Opinions start differing when talk of a regulatory approach comes to the fore. Singapore requires proposals for data centers to be accompanied by a sustainability strategy, which is then assessed and signed off by the government. The country also came up with new standards to work as a guide for data center applicants and existing ones.
However, Europe has relied on mandatory and voluntary self-regulation to sustain the pace of sustainable data centers. Given that the real estate markets there are regulated, governments only had to come up with new regulations around data protection, sustainability and energy efficiency benchmarks.
Of course, one mustn’t forget that Europe also has amongst the strictest ESG report norms in the world whereby industry has signed up to the climate neutral data center pact, an initiative that is self-regulatory in nature and sets 100% renewable energy use, power usage effectiveness and water efficiency targets.
India is on the cusp of a massive spike in data storage and processing requirements, given its focus on digitizing its economy for its 1.4 billion population using measures such as UPI payments, unique identification and the open network for e-commerce activities. In fact, just mobile data has grown by 20% CAGR over the past five years.
According to the Global Electricity Usage of Communication Technology: Trends to 2030,” data centers are projected to consume 8% of electricity worldwide by 2030. Building sustainable data centers is not a nice-to-have, but imperative to our collective fight against climate change.

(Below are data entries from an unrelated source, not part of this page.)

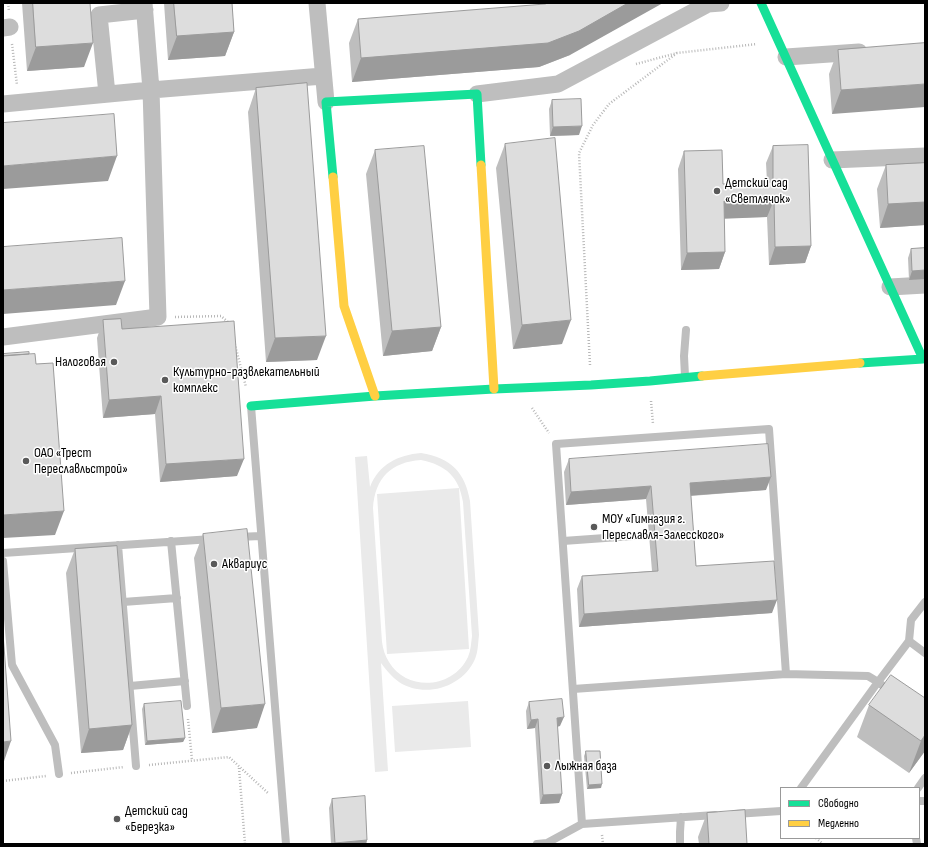 <!DOCTYPE html>
<html>
<head>
<meta charset="utf-8">
<style>
	body { margin:0 }
	#map { position:relative; width:928px; height:847px; overflow:hidden; background:#fff; font-family:"Sofia Sans Condensed",sans-serif }
	canvas { display:block }
	.frame { position:absolute; inset:0; border:4px solid #000; pointer-events:none }
	.legend { position:absolute; left:780px; top:787px; width:140px; height:52px; box-sizing:border-box; background:#fff; border:1px solid #999; margin:0; padding:5px 7px; list-style:none; font-size:12px; color:#000 }
	.legend li { display:flex; align-items:center; gap:8px; height:20px }
	.legend b { width:20px; border:1px solid #999 }
</style>
</head>
<body>
<div id="map">
<canvas width="928" height="847"></canvas>
<div class="frame"></div>
<ul class="legend">
<li><b style="height:5px;background:#16e098"></b>Свободно</li>
<li><b style="height:5px;background:#ffcf43"></b>Медленно</li>
</ul>
</div>
<script>
const ctx = document.querySelector('canvas').getContext('2d');
ctx.lineJoin = 'round';
function fillPath(path, color) {
  ctx.fillStyle = color;
  ctx.fill(path, 'evenodd');
}
function stroke(path, color, width, dash) {
  ctx.strokeStyle = color;
  ctx.lineWidth = width;
  ctx.lineCap = dash ? 'butt' : 'round';
  ctx.setLineDash(dash || []);
  ctx.stroke(path);
}
function write(font, color, halo, rows, align = 'center') {
  ctx.font = font + ' "Sofia Sans Condensed",sans-serif';
  ctx.lineWidth = 3;
  ctx.setLineDash([]);
  ctx.textBaseline = 'middle';
  ctx.strokeStyle = halo;
  ctx.fillStyle = color;
  for (const [text, x, y, turn = 0] of rows) {
    ctx.save();
    ctx.translate(x, y);
    ctx.rotate((+turn || 0) * Math.PI / 180);
    ctx.textAlign = isNaN(turn) ? turn : align;
    if (halo) ctx.strokeText(text, 0, 0);
    ctx.fillText(text, 0, 0);
    ctx.restore();
  }
}
const green = new Path2D(`
	M421 453C451 458 465 472 470 501L479 635C478 644 478 652 475 659 463 687 425 699 399 682 392 677 386 670 381 663L388 771 375 772 355 457 367 456 370 487C379 464 398 455 421 453ZM421 460C446 465 459 477 463 502L472 636C471 643 471 650 468 657 453 689 407 692 389 662 385 656 383 649 382 642L373 508C375 478 391 462 421 460Z
	M459 488 469 649 387 654 377 494Z
	M468 701 471 747 395 752 392 706Z`);
const path = new Path2D(`
	M8 3 9 11
	M12 44 17 85
	M636 64 677 53 757 44
	M175 317 221 316 229 323
	M234 341 246 387
	M590 365 579 153 593 125 609 104 677 53
	M651 401 653 424
	M532 408 549 433
	M188 719 192 760
	M149 765 229 757 269 794
	M239 768 245 844
	M71 773 124 767
	M3 781 46 776
	M602 835 603 844
	M816 838 823 844`);
const lane = new Path2D(`
	M685 376 684 356 686 330
	M251 406 286 844
	M237 537 261 536
	M171 541 187 706
	M563 541 633 536
	M118 545 136 766
	M3 553 212 539
	M3 561 12 665 55 745 59 774
	M123 602 177 598
	M909 641 925 653
	M786 674 868 676 878 682 891 692
	M130 686 185 681
	M573 689 786 674 769 429 556 444 582 824
	M801 788 878 682 909 641 911 620 925 602
	M918 788 925 778
	M919 801H925
	M735 814 781 811
	M916 838 917 844
	M537 844 547 843 582 824 715 815
	M680 844V832L681 817`);
const street = new Path2D(`
	M317 3 326 102
	M3 28 10 27
	M786 57 859 52
	M107 94 99 15 145 10
	M477 94 558 84 708 4 721 3
	M3 104 151 90 323 76
	M832 160 925 156
	M890 287 925 285
	M3 337 158 317 151 90 144 3`);
const fast = new Path2D(`
	M761 3 923 359 860 363
	M333 177 326 102 477 94 481 165
	M251 406 375 396 494 389 591 385 650 381 702 376`);
const slow = new Path2D(`
	M481 165 494 389
	M333 177 344 306 375 396
	M702 376 860 363`);
const wall = new Path2D(`
	M22 3H90L84 67 27 71Z
	M164 3H232L234 32 225 56 168 60Z
	M358 19 570 55 539 67 352 82 349 43Z
	M925 43 832 114 829 74 838 50Z
	M256 88 317 360 266 362 248 112Z
	M552 100 579 135 550 136 549 109Z
	M505 144 562 344 513 349 496 168Z
	M773 146 811 246 805 263 769 265 767 217 724 218 725 252 719 269 681 270 678 169 684 151 723 184 767 182 766 163Z
	M375 150 441 327 432 351 383 356 366 174Z
	M925 163V225L880 228 877 189 886 165Z
	M925 248V279L909 280 908 258 911 249Z
	M103 320 122 329 237 476 160 482 155 414 103 418 97 338Z
	M569 459 766 490 691 496 696 566 772 613 579 627 577 589 582 576 652 571 646 499 566 505 564 472Z
	M203 534 257 728 212 733 194 558Z
	M75 549 132 725 123 750 81 753 66 573Z
	M925 698V751L909 773 857 737 869 705Z
	M529 702 560 726 557 727 562 794 559 803 540 804 535 728 527 729 526 711Z
	M144 704 185 738 183 742 145 745 142 709Z
	M586 751 601 788 587 789 584 756Z
	M332 799 367 840 366 844H331L329 808Z
	M707 813 747 844H699L698 837Z`);
const shadedWall = new Path2D(`
	M628 3H663L570 55 539 67 352 82 361 58Z
	M234 32 225 56 168 60 177 36Z
	M93 43 84 67 27 71 36 47Z
	M925 84V107L832 114 841 90Z
	M582 126 579 135 550 136 553 127Z
	M117 156 108 181 3 189V166Z
	M774 200 767 217 718 219 724 201Z
	M925 202V225L880 228 888 204Z
	M811 246 805 263 769 265 775 247Z
	M725 252 719 269 681 270 687 253Z
	M925 270V279L909 280 912 271Z
	M125 281 116 305 3 314V290Z
	M571 320 562 344 513 349 522 325Z
	M441 327 432 351 383 356 392 331Z
	M326 336 317 360 266 362 275 338Z
	M161 396 155 414 103 418 109 400Z
	M244 459 237 476 160 482 166 464Z
	M771 477 766 490 685 496 690 483Z
	M651 486 646 499 566 505 571 492Z
	M64 511 55 535 3 538V515Z
	M777 600 772 613 579 627 584 614Z
	M265 704 257 728 212 733 221 708Z
	M564 717 560 726 553 727 557 718Z
	M538 719 535 728 527 729 531 720Z
	M132 725 123 750 81 753 89 729Z
	M925 735V751L909 773 921 741Z
	M185 738 183 742 145 745 147 741Z
	M11 741 3 764V742Z
	M602 784 601 788 587 789 589 785Z
	M562 794 559 803 540 804 543 795Z
	M367 840 366 844H334L335 843Z`);
const building = new Path2D(`
	M33 3H90L93 43 36 47Z
	M174 3H232L234 32 177 36Z
	M547 3H628L579 31 548 43 361 58 358 19 545 4Z
	M925 43V84L841 90 838 50Z
	M307 83 326 336 275 338 256 88Z
	M581 99 582 126 553 127 552 100Z
	M114 114 117 156 3 166V123Z
	M555 138 571 320 522 325 505 144Z
	M808 145 811 246 775 247 774 200 724 201 725 252 687 253 684 151 722 150 723 184 773 182V146Z
	M424 146 441 327 392 331 375 150Z
	M925 163V202L888 204 886 165Z
	M122 238 125 281 3 290V247Z
	M925 248V270L912 271 911 249Z
	M121 319 122 329 234 321 244 459 166 464 161 396 109 400 103 320Z
	M29 352V354L3 356V354Z
	M35 354 36 364 53 363 64 511 3 515V356Z
	M768 444 771 477 690 483 696 566 774 561 777 600 584 614 582 576 658 571 651 486 571 492 569 459Z
	M247 529 265 704 221 708 203 534Z
	M117 546 132 725 89 729 75 549Z
	M3 633 11 741 3 742Z
	M891 675 925 698V735L921 741 869 705Z
	M562 699 564 717 557 718 562 794 543 795 538 719 531 720 529 702Z
	M181 701 185 738 147 741 144 704Z
	M586 751H600L602 784 589 785Z
	M365 796 367 840 335 843 332 799Z
	M745 810 747 844H709L707 813Z`);
const markers = [
	[717,191,4,"#595959"],
	[114,362,4,"#595959"],
	[165,380,4,"#595959"],
	[26,461,4,"#595959"],
	[594,527,4,"#595959"],
	[214,564,4,"#595959"],
	[547,766,4,"#595959"],
	[117,819,4,"#595959"]
];
const poiNames = [
	["Детский сад",725,183],
	["«Светлячок»",725,199],
	["Налоговая",106,362,"right"],
	["Культурно-развлекательный",173,372],
	["комплекс",173,388],
	["ОАО «Трест",34,453],
	["Переславльстрой»",34,469],
	["МОУ «Гимназия г.",602,519],
	["Переславля-Залесского»",602,535],
	["Аквариус",222,564],
	["Лыжная база",555,766],
	["Детский сад",125,811],
	["«Березка»",125,827]
];
fillPath(green, '#eaeaea');
stroke(path, '#b8b8b8', 2.5, [1, 2]);
stroke(lane, '#bebebe', 8);
stroke(street, '#bebebe', 17);
stroke(fast, '#16e098', 9);
stroke(slow, '#ffcf43', 9);
fillPath(wall, '#bebebe');
fillPath(shadedWall, '#9b9b9b');
fillPath(building, '#ddd');
stroke(building, '#9b9b9b', 1);
for (const [x, y, r, color] of markers) {
  const dot = new Path2D();
  dot.arc(x, y, r, 0, 2 * Math.PI);
  ctx.fillStyle = color;
  ctx.fill(dot);
  stroke(dot, '#fff', 1.5);
}
write('14px', '#000', '#fff', poiNames, 'left');
</script>
</body>
</html>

Compared to the US (2700), Germany (487) and China (443), India only has 138 such data centers today, mostly spread across Delhi, Mumbai, Chennai and Bengaluru. As demand grows, these will start shifting over to smaller towns and cities, given the cheaper real estate availability on the one hand and improving quality of telecom infrastructure on the other.
Data center markets in India are projected to grow from 800 MW of installed capacity in 2022 to 1700 MW within the next two years. Not only would this put additional strain on the energy and water resources, it could potentially render the country vulnerable to its own stated dream of owning the data within its geographical boundaries.
In such a scenario, there is hardly any choice but to adopt sustainability goals and use technology to make energy and water consumption more efficient. As Santhosh Vishwanathan, managing director and VP of sales at Intel says, technologies like liquid immersion cooling, data center IPUs and sustainable processors would be needed to enhance efficiencies and reduce the environmental impact of mission critical data centers.